Try it: Using the data below, show every line where the word "this" occurs.

Segment Start: Records provided

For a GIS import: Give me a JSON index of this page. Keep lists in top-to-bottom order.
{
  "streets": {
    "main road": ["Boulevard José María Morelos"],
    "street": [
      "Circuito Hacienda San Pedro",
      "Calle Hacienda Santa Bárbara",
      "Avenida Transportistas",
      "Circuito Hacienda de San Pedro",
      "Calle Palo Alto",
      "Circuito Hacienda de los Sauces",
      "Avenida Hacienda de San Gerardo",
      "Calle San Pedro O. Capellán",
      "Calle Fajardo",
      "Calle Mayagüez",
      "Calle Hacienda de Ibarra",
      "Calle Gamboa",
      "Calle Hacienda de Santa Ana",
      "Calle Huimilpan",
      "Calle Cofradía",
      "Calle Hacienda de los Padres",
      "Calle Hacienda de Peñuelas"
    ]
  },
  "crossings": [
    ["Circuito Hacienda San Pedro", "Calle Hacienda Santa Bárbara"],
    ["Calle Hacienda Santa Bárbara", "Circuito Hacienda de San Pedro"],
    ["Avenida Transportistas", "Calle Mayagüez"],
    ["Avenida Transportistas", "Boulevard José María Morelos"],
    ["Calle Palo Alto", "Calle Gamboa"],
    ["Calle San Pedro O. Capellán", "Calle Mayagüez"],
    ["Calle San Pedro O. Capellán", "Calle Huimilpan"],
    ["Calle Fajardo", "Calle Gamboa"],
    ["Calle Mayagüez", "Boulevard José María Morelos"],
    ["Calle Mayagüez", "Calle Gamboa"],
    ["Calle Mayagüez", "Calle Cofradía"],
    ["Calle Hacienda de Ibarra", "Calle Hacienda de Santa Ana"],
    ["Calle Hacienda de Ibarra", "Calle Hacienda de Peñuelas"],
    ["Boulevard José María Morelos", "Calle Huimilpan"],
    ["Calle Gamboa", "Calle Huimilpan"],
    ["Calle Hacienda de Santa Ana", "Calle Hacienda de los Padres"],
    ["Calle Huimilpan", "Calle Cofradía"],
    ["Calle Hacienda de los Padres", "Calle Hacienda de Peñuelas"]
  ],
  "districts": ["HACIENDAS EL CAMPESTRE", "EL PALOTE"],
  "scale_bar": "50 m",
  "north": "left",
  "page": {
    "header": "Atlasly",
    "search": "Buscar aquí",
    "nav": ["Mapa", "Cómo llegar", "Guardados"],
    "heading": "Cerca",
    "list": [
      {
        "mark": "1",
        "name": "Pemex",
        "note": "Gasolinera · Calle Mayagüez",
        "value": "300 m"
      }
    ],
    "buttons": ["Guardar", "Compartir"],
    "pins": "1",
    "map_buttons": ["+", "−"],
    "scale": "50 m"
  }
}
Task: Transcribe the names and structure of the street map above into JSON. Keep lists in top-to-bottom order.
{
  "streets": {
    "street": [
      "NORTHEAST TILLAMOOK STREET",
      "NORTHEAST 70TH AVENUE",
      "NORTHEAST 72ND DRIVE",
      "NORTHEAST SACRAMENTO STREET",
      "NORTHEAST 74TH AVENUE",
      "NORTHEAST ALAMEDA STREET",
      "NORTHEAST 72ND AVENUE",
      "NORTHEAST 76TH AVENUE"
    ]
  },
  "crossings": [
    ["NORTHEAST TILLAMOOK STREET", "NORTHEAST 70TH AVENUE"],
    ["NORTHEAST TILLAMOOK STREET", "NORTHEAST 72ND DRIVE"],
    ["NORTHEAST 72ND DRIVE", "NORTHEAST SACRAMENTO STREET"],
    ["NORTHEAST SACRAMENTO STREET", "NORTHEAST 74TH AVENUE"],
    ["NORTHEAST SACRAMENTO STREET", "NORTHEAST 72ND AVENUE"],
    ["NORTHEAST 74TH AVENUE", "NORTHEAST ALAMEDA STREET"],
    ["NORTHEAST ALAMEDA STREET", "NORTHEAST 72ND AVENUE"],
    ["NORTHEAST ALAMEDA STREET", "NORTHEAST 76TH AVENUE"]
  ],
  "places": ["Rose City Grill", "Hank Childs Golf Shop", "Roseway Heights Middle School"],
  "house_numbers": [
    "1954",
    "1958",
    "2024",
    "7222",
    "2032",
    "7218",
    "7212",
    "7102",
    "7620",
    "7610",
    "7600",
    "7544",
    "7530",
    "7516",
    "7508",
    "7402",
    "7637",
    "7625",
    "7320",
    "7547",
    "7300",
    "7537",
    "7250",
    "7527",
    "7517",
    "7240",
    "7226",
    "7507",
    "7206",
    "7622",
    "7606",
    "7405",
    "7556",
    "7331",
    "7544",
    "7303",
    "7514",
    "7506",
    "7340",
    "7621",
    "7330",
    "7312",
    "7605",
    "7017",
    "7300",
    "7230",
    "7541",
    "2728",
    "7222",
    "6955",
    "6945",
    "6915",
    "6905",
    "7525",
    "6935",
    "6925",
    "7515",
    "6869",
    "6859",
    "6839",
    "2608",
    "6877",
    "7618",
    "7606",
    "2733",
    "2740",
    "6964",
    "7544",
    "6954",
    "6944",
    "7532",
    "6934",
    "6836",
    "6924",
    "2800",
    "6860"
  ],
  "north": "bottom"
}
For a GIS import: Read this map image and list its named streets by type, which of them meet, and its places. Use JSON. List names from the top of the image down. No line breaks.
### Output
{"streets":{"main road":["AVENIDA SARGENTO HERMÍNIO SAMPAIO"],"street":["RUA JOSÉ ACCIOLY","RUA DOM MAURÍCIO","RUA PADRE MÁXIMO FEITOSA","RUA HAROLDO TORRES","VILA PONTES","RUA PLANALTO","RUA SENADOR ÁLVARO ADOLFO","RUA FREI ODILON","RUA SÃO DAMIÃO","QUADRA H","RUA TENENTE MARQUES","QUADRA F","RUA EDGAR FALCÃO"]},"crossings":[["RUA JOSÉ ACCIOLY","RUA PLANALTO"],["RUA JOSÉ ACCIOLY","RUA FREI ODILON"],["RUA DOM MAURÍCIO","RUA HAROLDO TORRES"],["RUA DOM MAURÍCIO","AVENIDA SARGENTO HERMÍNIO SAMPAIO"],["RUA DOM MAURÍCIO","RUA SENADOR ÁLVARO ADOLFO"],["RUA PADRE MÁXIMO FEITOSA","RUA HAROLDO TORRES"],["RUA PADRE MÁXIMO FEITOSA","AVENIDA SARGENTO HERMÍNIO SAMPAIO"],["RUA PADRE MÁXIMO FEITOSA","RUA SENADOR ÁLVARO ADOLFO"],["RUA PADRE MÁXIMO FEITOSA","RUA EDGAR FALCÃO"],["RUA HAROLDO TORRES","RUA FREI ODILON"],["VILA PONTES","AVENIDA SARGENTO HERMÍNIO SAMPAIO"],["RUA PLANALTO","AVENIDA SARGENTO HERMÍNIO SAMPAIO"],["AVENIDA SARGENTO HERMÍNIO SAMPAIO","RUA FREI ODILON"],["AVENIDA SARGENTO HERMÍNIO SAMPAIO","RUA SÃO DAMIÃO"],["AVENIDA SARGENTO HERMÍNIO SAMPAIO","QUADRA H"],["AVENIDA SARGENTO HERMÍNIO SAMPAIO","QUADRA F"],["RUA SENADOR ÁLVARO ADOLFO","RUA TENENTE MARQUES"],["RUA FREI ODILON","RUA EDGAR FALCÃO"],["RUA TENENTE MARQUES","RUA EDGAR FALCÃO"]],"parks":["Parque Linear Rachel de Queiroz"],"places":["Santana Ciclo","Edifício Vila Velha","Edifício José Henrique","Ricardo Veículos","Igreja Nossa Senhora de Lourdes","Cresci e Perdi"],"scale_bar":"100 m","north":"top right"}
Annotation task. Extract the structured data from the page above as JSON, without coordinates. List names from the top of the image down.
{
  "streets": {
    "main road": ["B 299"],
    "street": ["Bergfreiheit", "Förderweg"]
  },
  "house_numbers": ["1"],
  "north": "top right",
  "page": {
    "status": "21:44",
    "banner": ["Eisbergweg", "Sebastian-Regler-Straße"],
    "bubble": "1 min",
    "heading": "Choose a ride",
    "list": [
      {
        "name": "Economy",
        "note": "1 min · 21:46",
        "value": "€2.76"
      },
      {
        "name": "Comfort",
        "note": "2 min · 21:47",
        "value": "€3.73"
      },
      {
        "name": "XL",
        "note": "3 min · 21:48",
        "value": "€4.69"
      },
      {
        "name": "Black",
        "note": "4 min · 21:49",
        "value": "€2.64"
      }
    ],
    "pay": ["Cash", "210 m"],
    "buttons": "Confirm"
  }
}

Segment End: Records provided

Response to the task:
For a GIS import: Give me a JSON index of this page. Keep lists in top-to-bottom order.
For a GIS import: Read this map image and list its named streets by type, which of them meet, and its places. Use JSON. List names from the top of the image down. No line breaks.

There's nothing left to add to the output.